TASK DETAILS » Check every line of the material below for the string "align". State how many lines have it.

PROVIDED INFORMATION »
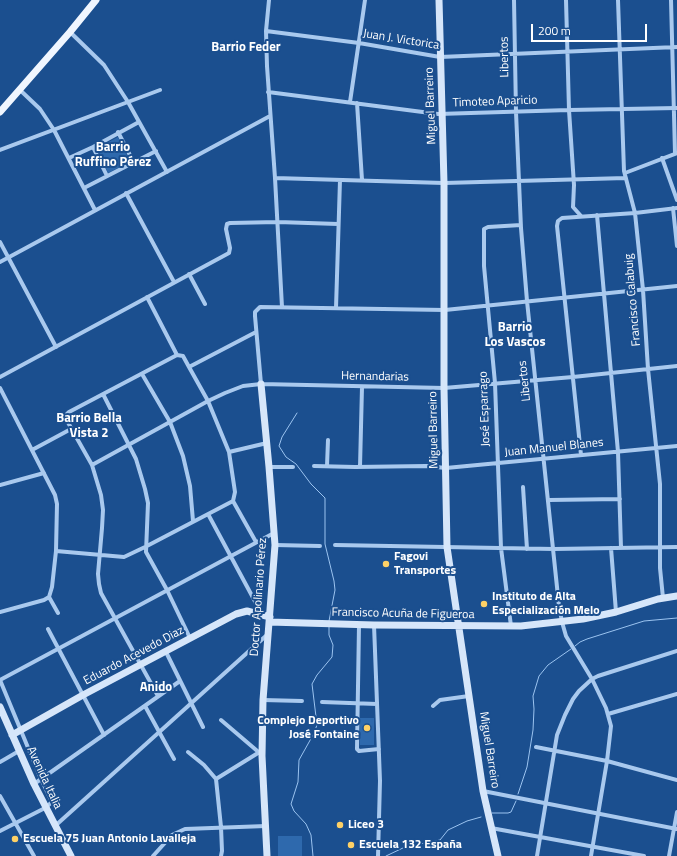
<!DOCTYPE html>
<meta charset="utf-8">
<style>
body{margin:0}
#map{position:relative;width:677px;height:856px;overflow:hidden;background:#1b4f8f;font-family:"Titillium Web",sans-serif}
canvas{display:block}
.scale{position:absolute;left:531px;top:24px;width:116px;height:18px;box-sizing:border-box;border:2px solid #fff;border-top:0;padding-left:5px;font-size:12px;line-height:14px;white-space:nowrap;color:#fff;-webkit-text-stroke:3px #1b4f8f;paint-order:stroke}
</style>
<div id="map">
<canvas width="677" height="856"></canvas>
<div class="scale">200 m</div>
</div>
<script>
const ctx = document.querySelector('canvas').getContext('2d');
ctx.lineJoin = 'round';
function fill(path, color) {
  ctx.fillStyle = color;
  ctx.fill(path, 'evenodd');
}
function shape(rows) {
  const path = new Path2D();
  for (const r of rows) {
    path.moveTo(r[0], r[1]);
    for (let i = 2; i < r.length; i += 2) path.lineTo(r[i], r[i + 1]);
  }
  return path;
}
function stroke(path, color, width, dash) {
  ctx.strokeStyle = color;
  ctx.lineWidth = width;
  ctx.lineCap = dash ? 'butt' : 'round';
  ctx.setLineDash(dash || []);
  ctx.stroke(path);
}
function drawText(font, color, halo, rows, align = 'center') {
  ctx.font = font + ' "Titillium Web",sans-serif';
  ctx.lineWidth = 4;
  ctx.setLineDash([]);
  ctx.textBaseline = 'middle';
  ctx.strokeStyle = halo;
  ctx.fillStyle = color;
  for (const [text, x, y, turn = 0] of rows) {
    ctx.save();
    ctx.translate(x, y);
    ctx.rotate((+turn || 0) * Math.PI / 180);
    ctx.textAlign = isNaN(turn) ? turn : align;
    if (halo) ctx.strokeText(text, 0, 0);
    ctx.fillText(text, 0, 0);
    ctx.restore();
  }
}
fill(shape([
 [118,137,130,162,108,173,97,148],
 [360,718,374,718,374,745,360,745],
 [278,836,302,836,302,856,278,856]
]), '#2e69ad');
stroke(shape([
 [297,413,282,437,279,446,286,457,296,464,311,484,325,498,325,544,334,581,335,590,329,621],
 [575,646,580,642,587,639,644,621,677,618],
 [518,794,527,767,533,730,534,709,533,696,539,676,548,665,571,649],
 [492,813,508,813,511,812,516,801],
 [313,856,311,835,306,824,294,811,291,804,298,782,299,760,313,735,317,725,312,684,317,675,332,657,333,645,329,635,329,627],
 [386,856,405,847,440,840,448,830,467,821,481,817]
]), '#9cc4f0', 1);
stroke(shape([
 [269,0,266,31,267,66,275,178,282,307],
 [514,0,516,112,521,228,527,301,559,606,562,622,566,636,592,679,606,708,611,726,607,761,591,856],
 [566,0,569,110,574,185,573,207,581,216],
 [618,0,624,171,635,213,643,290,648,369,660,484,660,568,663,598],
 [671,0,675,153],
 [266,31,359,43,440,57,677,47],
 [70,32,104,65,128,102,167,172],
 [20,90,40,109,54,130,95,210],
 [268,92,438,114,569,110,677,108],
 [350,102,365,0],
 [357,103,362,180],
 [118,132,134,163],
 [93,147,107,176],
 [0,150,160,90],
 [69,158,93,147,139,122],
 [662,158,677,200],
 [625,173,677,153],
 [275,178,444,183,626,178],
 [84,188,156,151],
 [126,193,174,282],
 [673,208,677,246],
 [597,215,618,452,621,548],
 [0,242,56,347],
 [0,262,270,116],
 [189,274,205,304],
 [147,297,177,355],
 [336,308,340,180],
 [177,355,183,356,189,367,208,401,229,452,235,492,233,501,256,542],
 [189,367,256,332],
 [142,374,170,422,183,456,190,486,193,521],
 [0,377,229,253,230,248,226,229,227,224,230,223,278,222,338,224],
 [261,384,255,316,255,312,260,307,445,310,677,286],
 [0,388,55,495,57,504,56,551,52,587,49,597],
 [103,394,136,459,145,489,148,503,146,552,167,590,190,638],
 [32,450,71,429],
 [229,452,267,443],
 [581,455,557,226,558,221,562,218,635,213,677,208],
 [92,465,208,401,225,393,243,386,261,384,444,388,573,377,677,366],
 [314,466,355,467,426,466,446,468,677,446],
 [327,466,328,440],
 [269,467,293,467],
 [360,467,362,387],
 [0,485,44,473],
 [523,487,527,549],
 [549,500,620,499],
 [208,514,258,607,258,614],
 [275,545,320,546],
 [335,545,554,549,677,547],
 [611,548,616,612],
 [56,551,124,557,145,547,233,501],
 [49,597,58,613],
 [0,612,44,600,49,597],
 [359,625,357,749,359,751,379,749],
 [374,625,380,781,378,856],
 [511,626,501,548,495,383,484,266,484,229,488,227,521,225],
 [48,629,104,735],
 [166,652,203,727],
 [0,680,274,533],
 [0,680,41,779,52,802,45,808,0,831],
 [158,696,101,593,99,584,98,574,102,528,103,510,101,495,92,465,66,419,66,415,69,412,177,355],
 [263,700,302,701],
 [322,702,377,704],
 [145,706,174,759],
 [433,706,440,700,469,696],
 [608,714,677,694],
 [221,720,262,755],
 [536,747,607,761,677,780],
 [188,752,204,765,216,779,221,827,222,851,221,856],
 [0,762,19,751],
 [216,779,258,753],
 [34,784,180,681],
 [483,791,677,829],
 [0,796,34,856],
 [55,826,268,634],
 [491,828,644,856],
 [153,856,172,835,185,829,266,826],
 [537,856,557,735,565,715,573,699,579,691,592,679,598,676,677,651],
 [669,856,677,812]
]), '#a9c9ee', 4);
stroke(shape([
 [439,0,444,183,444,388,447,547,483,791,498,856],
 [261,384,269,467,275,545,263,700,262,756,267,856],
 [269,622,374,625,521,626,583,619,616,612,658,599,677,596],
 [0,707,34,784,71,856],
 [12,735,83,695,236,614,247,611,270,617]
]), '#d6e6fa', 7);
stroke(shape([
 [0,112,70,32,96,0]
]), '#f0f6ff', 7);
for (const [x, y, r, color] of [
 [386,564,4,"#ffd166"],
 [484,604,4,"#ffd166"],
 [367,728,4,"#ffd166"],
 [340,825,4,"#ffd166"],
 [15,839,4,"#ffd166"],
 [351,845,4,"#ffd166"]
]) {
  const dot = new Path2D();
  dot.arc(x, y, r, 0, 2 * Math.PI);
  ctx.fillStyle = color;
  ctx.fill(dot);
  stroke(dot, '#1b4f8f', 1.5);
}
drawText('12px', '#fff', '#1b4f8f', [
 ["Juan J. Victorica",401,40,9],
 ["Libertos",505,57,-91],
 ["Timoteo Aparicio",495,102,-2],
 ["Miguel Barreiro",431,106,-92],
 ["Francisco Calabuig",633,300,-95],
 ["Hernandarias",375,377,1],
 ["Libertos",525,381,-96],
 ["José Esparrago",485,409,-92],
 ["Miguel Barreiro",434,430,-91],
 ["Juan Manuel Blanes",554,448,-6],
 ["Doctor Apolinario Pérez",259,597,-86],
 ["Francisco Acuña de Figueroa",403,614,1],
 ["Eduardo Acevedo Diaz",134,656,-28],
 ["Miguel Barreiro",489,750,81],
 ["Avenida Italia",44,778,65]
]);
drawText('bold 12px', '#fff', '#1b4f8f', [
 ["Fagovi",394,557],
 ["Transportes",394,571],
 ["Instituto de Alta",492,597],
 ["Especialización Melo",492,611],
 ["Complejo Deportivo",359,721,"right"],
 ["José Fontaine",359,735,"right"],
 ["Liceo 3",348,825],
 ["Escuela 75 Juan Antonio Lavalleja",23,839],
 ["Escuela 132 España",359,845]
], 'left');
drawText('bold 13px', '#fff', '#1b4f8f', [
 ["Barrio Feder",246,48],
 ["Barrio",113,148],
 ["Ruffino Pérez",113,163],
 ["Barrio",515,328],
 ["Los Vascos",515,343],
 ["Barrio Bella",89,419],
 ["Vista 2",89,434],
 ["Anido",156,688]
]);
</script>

ANSWER TO THIS TASK » 2